THE TASK: If a line in the material below has the word "linecap", copy it.

DATASET RECORDS:
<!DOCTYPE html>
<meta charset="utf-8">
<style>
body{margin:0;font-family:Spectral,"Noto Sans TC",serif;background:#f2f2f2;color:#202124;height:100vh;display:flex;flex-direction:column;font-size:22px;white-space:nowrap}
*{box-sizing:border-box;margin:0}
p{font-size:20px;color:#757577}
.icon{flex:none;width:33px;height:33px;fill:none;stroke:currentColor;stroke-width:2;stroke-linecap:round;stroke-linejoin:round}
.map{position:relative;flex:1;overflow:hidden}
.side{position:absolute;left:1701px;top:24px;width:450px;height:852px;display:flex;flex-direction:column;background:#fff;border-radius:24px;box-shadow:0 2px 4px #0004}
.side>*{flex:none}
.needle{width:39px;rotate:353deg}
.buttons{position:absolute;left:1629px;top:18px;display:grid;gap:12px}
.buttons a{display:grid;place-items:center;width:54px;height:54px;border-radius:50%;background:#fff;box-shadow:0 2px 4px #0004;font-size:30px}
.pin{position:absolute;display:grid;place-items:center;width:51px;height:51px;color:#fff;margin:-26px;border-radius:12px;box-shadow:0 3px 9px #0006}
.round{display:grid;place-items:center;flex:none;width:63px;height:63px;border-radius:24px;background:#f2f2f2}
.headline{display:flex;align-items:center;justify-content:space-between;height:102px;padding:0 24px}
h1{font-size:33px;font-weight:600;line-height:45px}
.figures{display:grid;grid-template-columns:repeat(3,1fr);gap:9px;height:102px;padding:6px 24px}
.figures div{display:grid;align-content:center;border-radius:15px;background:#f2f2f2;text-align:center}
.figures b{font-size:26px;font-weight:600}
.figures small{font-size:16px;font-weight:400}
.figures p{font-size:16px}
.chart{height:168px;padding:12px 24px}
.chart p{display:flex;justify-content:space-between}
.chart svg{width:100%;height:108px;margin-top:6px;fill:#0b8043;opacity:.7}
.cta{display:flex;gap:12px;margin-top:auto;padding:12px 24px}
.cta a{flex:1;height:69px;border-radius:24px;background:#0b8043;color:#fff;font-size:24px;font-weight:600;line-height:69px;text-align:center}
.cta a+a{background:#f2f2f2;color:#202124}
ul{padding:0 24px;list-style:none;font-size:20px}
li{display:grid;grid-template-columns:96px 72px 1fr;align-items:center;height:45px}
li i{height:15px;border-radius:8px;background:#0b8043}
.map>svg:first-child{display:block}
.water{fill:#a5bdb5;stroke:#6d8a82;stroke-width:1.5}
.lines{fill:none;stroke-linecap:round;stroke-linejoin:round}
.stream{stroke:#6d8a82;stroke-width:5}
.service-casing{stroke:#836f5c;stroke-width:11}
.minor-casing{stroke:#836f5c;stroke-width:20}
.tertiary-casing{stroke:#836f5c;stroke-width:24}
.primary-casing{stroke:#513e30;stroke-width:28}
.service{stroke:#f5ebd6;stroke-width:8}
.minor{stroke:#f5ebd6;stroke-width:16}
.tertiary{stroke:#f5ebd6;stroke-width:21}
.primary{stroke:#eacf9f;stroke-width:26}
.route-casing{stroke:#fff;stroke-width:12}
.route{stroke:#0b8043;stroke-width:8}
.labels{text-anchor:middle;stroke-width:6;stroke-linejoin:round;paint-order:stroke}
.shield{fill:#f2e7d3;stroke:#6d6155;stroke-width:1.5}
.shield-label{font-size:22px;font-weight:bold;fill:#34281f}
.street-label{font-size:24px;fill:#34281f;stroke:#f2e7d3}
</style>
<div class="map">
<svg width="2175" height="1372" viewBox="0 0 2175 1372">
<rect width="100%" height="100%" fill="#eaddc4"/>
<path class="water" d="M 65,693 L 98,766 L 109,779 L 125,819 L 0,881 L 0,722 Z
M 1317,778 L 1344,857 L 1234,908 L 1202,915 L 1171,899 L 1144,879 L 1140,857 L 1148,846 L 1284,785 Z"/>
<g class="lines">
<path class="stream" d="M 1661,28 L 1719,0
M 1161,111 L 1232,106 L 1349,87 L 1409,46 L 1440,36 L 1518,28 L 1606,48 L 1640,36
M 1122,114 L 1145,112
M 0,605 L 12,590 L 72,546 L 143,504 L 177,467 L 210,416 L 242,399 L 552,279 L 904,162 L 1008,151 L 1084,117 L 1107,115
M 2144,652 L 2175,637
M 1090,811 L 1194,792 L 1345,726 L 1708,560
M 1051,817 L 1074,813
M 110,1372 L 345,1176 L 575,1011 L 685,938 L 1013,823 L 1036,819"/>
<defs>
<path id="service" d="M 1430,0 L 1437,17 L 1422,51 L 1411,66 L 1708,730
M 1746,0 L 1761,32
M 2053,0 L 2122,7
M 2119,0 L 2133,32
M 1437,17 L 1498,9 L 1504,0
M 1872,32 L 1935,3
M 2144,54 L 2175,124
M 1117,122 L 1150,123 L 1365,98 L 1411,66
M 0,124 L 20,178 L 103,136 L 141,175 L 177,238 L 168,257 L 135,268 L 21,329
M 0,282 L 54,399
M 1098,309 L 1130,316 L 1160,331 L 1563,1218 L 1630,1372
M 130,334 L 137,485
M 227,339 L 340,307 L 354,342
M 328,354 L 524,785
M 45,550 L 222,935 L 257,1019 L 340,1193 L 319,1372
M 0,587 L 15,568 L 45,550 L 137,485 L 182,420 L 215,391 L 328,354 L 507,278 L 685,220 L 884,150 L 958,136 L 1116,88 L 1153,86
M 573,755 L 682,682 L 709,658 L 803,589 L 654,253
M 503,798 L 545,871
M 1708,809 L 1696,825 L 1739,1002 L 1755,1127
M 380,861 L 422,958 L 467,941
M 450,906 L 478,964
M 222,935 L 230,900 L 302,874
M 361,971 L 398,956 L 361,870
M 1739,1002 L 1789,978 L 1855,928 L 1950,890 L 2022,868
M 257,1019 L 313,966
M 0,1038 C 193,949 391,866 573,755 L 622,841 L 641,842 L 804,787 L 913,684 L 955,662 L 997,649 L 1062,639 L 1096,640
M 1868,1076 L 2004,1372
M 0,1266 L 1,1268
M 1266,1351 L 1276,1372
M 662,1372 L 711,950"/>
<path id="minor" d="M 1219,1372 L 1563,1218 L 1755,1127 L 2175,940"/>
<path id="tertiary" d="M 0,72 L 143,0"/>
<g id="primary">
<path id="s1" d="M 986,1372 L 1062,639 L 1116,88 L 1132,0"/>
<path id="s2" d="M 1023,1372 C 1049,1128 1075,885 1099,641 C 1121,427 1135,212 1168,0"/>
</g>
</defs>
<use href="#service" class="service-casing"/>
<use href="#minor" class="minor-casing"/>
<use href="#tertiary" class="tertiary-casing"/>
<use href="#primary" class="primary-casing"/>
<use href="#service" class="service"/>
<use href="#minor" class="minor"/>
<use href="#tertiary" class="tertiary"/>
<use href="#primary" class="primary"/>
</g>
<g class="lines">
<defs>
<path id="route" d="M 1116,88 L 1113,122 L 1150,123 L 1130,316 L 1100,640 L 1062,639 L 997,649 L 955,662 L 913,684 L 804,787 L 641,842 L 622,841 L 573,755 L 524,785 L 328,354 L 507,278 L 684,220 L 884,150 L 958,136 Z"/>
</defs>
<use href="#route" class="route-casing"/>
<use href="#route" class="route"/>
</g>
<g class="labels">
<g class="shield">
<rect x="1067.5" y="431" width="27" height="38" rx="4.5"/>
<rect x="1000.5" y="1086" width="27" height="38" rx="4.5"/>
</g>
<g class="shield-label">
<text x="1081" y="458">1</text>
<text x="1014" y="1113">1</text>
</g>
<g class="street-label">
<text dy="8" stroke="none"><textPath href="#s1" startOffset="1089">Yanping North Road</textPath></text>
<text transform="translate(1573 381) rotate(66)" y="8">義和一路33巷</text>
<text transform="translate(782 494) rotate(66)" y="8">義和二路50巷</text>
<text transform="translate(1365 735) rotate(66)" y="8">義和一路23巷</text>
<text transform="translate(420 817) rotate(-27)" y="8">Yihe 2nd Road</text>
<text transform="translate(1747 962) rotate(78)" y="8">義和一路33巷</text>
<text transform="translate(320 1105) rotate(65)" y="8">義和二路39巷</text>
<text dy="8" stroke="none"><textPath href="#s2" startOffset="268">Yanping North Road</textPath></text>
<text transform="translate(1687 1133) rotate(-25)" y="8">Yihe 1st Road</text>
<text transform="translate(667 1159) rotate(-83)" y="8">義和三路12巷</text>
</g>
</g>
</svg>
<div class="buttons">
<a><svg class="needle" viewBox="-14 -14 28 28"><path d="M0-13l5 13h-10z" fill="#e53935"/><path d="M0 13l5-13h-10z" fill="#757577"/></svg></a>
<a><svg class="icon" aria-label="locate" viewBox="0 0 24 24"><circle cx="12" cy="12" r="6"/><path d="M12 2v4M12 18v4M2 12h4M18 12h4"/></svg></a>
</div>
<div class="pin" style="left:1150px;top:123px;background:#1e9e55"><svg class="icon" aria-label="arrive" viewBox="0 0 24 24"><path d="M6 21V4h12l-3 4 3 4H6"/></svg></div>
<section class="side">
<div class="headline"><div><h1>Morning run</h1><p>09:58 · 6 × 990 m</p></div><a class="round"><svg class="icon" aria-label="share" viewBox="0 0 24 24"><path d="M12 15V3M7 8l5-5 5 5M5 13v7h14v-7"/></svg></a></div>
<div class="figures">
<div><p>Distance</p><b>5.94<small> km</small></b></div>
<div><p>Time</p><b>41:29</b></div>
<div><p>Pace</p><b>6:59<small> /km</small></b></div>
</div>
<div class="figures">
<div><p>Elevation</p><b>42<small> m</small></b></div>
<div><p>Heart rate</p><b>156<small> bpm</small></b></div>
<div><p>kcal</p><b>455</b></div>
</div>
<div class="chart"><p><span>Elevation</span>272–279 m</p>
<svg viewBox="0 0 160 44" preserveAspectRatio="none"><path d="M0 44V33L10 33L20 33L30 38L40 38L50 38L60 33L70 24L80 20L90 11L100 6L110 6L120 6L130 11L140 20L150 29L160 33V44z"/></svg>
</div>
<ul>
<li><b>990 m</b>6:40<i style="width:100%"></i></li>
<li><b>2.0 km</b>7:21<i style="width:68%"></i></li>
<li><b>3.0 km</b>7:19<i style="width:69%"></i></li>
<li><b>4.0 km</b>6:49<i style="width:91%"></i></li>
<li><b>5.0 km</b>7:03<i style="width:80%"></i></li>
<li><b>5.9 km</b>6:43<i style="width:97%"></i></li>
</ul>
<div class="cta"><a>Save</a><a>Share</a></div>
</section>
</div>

RESULT OF THIS TASK:
.icon{flex:none;width:33px;height:33px;fill:none;stroke:currentColor;stroke-width:2;stroke-linecap:round;stroke-linejoin:round}
.lines{fill:none;stroke-linecap:round;stroke-linejoin:round}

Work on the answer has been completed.